Vous savez, on a été très réactif. Dès le 2 octobre, le président de la République a arbitré un plan en faveur du financement des PME, et depuis cette date, nous suivons au plan départemental - j'étais hier à Nice et j'ai réuni le comité de financement et de suivi du financement de l'économie -, dans chaque département il y a un comité de suivi, il y a le médiateur du crédit, et il y a notre volonté de suivre pas à pas les mécanismes de soutien aux petites et moyennes entreprises parce que, on le sait bien, ce sont ces entreprises qui sont les plus fragiles dans la situation que l'on connaît, ce sont elles qui doivent être le mieux confortées et c'est ce que nous faisons. Tout à l'heure, cette nuit plus exactement, à l'Assemblée nationale, sur la base d'une proposition de loi de C. Brunel, nous allons encore examiner les moyens d'améliorer la transparence en matière de financement des PME. Je crois que nous faisons beaucoup et il faut continuer de le faire. Il y a trois segments sur lesquels il faut veiller : la trésorerie de ces PME qui devient un véritable problème, et c'est pour ça qu'on a mis en place avec OSEO des mécanismes de garantie de cette trésorerie ; il y a l'accès au crédit ; et puis, il y a les fonds propres des entreprises et je souhaite qu'il y ait des initiatives dans ce domaine qui permettent aux PME de pouvoir avoir des fonds propres plus importants. Une mesure - on parle beaucoup de la loi Travail Emploi que nous avons portée avec C. Lagarde il y a maintenant plus d'un an, la mesure ISF PME, celle qui permet aux attributaires de l'ISF, à ceux qui doivent payer leur ISF, de l'investir dans le capital des PME -, a permis à des PME d'être financées, et c'est un milliard d'euros en 2008 qui a pu être ainsi affectés au financement des PME.

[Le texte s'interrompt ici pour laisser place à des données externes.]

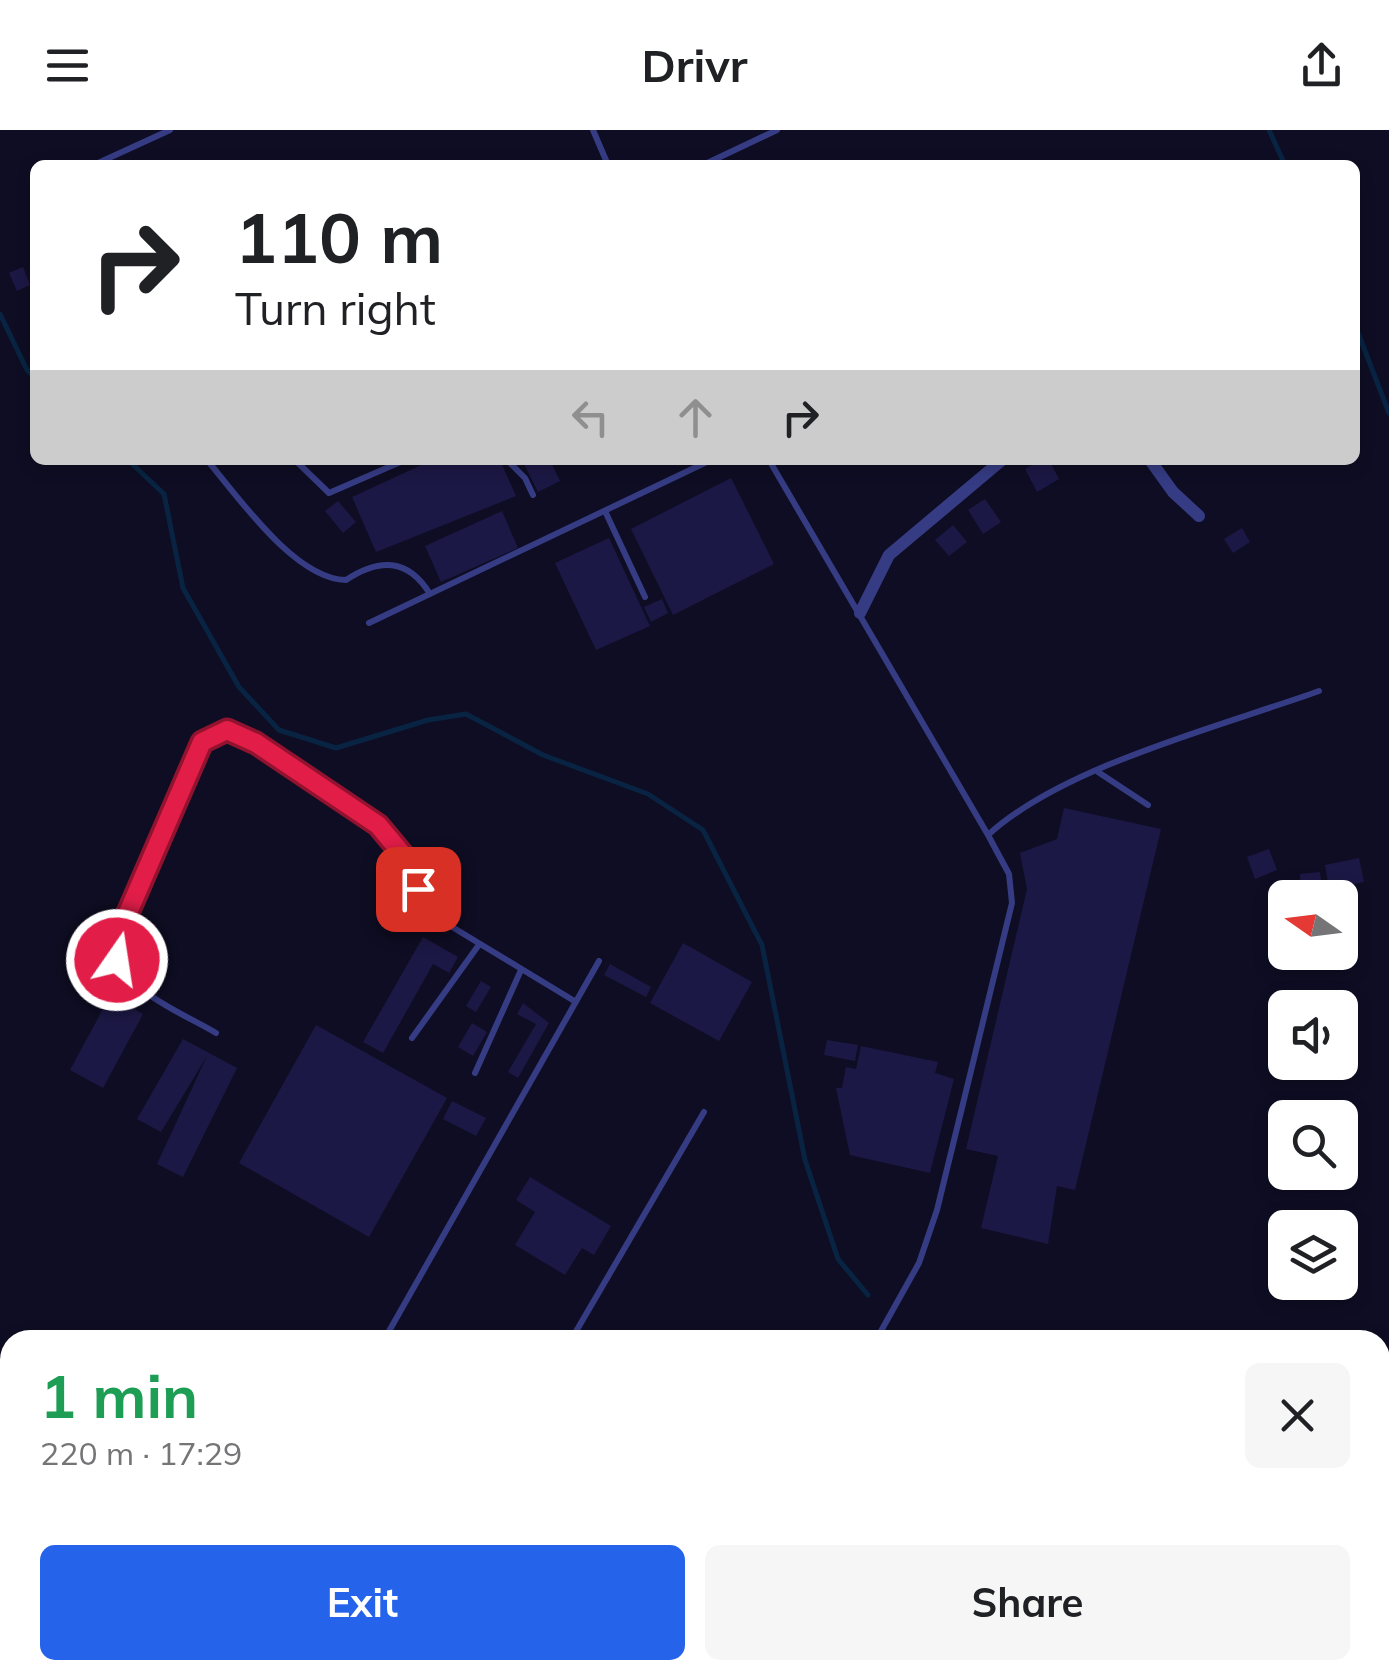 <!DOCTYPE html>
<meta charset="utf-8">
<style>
:root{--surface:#fff;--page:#f6f6f6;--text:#202124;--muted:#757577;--accent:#2563eb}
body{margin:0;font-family:Mulish,sans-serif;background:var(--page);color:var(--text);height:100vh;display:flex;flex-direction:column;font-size:38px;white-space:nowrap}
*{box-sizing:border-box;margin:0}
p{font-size:32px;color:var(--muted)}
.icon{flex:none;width:55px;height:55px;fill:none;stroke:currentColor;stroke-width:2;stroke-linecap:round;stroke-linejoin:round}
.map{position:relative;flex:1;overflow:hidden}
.panel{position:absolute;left:0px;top:1200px;width:1390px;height:350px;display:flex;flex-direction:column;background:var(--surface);border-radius:30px 30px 0 0;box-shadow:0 5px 15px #0003}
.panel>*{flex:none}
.banner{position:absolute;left:30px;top:30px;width:1330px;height:305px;border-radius:15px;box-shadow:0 5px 15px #0003;background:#fff;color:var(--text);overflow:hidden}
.needle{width:65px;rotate:284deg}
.buttons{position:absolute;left:1268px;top:750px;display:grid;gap:20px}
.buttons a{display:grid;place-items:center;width:90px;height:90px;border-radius:15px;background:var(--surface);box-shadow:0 5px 15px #0003;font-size:50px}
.pin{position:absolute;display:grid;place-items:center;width:85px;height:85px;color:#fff;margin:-42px;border-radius:20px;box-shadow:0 5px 15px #0006}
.me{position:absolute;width:110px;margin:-55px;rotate:13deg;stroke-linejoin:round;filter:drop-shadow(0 0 8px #0008)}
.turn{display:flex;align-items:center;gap:35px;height:210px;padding:0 40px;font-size:45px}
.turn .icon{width:130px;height:130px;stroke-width:2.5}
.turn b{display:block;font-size:70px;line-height:85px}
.lanes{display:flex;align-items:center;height:95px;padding:0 40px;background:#0003;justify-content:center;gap:50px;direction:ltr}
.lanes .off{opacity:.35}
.round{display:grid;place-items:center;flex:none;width:105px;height:105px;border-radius:15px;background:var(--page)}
.headline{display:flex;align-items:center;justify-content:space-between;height:170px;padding:0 40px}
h1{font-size:60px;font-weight:700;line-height:75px;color:#1e9e55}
.primary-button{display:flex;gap:20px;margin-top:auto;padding:20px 40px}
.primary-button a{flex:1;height:115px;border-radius:15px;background:var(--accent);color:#fff;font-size:40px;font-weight:700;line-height:115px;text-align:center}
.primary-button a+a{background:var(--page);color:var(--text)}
header{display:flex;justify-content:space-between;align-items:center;height:130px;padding:0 40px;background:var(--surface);font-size:45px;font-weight:700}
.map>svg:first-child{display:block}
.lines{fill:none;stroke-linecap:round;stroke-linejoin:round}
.stream{stroke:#082442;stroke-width:5}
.building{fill:#1c1845}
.service{stroke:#363c84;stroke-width:6}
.minor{stroke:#363c84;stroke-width:12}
.route-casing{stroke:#92132f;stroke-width:25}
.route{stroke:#e11d48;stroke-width:18}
</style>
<header><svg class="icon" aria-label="menu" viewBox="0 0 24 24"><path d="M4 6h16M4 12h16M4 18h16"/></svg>Drivr<svg class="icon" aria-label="share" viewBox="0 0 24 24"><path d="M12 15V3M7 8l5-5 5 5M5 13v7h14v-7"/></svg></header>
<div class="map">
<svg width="1389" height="1550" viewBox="0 0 1389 1550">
<rect width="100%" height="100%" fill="#0e0d23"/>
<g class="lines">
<!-- stream -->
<path class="stream" d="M 1269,0 L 1285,35
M 0,184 L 27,240 L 35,247
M 1355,195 L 1389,283
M 128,330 L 164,364 L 183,458 L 239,557 L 279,600 L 336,618 L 428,590 L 466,584 L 543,625 L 648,664 L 703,700 L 762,815 L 805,1030 L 838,1129 L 868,1165
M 1087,1540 L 1095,1550"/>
</g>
<!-- building -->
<path class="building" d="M 23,137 L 30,155 L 17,161 L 9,143 Z
M 432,330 L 500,330 L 516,366 L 376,422 L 352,367 Z
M 522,330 L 550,330 L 560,351 L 538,362 Z
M 1042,330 L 1049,330 L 1059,349 L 1037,362 L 1025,339 Z
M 731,348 L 774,434 L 673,485 L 631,399 Z
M 985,369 L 1001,392 L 983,404 L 968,380 Z
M 338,371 L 356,392 L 343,403 L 325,381 Z
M 502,381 L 518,418 L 441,452 L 425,416 Z
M 953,395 L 967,412 L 949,426 L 935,410 Z
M 1242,398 L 1250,412 L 1233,423 L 1224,409 Z
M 609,408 L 650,496 L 596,520 L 555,433 Z
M 662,469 L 668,483 L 651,492 L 644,477 Z
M 1064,678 L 1161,699 L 1075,1060 L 1057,1056 L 1048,1114 L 981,1098 L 998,1026 L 966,1019 L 1027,759 L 1020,723 L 1057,709 Z
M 1269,719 L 1277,740 L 1255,749 L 1247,727 Z
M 1359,728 L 1364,752 L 1329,759 L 1325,735 Z
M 1320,742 L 1322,760 L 1301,762 L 1300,744 Z
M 423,807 L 458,827 L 449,843 L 433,834 L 383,923 L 363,912 Z
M 683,813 L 752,852 L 719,911 L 650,873 Z
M 610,834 L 651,857 L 646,867 L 604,845 Z
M 99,850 L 113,858 L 104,872 L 91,864 Z
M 481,851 L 491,857 L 476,882 L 466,876 Z
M 110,866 L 143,884 L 103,958 L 70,940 Z
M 523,873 L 549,893 L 518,948 L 508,942 L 536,894 L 517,884 Z
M 472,893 L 487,902 L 473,926 L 458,917 Z
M 316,895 L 447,968 L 369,1107 L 239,1033 Z
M 183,909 L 237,938 L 183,1047 L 157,1034 L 207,926 L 161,1002 L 137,989 Z
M 827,910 L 858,915 L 855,931 L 824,925 Z
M 861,916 L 938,932 L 935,943 L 954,949 L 930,1043 L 850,1025 L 836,958 L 842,958 L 846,937 L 856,939 Z
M 452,971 L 486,988 L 476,1006 L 443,989 Z
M 530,1047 L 611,1096 L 594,1125 L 582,1118 L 565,1145 L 515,1115 L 535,1082 L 516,1070 Z
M 0,1339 L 10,1342 L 10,1369 L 1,1396 Z
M 0,1483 L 10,1486 L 6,1518 L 0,1517 Z
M 0,1531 L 10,1534 L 10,1540 L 21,1540 L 18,1550 L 0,1550 Z
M 857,1540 L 994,1540 L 988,1550 L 851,1550 Z"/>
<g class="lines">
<!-- service -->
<path class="service" d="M 593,0 L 608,35
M 98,33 L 170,0
M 703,35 L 777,0
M 207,330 C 239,368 295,449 346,450 C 379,428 408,428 430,464
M 295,330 L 329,363 L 405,330
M 507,330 L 525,348 L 533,365
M 769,330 L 988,705 L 1009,744 L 1012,773 L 937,1080 L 919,1133 L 876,1210
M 605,381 L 645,467
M 369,493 L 711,330
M 1098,642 L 1148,675
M 988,705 C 1063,636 1222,596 1319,561
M 216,903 C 185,884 117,859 117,818 L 202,612 L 227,600 L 256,613 L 378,695 L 408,731 L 424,775 L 434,786 L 576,872
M 412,908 L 478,816
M 475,943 L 521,840
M 384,1210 L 599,831
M 571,1210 L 704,982
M 678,1550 L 684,1540"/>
<!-- minor -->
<path class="minor" d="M 1150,330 L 1173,362 L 1199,386
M 860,483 L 889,425 L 1002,330
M 372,1540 L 388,1550
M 63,1550 L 66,1540"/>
</g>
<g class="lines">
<!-- route casing -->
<g class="route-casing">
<path id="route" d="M 117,830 L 124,792 L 202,612 L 227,600 L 256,613 L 378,695 L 408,731 L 418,759"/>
</g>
<!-- route -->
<use href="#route" class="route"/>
</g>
</svg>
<div class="buttons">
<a><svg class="needle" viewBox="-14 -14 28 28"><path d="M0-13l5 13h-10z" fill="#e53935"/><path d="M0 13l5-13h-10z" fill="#757577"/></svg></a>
<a><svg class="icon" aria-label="sound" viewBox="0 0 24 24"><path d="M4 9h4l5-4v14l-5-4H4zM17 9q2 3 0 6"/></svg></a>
<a><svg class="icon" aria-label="search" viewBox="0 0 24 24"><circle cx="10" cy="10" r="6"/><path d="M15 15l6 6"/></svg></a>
<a><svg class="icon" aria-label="layers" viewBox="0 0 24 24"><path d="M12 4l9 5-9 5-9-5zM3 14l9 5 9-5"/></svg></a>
</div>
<div class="pin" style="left:418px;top:759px;background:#d93025"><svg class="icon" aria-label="arrive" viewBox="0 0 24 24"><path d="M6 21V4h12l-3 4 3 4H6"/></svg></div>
<svg class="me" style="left:117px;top:830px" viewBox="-20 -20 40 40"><circle r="17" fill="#e11d48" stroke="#fff" stroke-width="3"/><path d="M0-11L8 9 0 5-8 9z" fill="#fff"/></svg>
<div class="banner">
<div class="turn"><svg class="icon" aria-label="right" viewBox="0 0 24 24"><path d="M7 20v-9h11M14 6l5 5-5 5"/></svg><div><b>110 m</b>Turn right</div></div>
<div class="lanes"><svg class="icon off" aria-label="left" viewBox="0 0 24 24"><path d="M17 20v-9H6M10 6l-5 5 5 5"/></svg><svg class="icon off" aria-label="ahead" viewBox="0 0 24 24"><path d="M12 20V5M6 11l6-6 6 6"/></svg><svg class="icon" aria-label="right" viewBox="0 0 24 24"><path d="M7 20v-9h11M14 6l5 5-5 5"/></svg></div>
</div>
<section class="panel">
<div class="headline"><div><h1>1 min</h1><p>220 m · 17:29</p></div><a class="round"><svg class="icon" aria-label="close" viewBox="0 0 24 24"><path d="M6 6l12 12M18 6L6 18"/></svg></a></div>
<div class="primary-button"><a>Exit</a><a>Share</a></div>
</section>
</div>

Alors, H. Novelli, j'ai deux minutes pour deux questions. D'abord, vous êtes aussi ministre du Tourisme, donc la Guadeloupe. Ca va mal, qu'est-ce qu'on peut faire pour aider le redémarrage de l'industrie touristique à la Guadeloupe ?

Bien, le calme revient, la négociation a subi un aboutissement et dès ce matin, je réunis l'ensemble des professionnels du tourisme aux Antilles, c'est-à-dire les tours opérateurs, les transporteurs, les hébergeurs, qui viennent, et avec mon collègue Y. Jégo, nous allons essayer de mettre à plat la situation. Il y a bien sûr des mesures de court terme qu'il faut mettre en application, et puis il y a le moyen et le long terme, c'est-à-dire comment rehausser la qualité de l'offre touristique. En France, nous avons les mêmes... en France métropolitaine, nous avons les mêmes soucis, il faut donc élever la qualité de l'offre d'hébergement, de l'offre touristique elle-même, et ça ce sont des mesures structurelles. Il faudra du temps mais nous nous mettons en situation, je crois de faire en sorte que cette destination continue d'être ce qu'elle est, c'est-à-dire une superbe destination touristique.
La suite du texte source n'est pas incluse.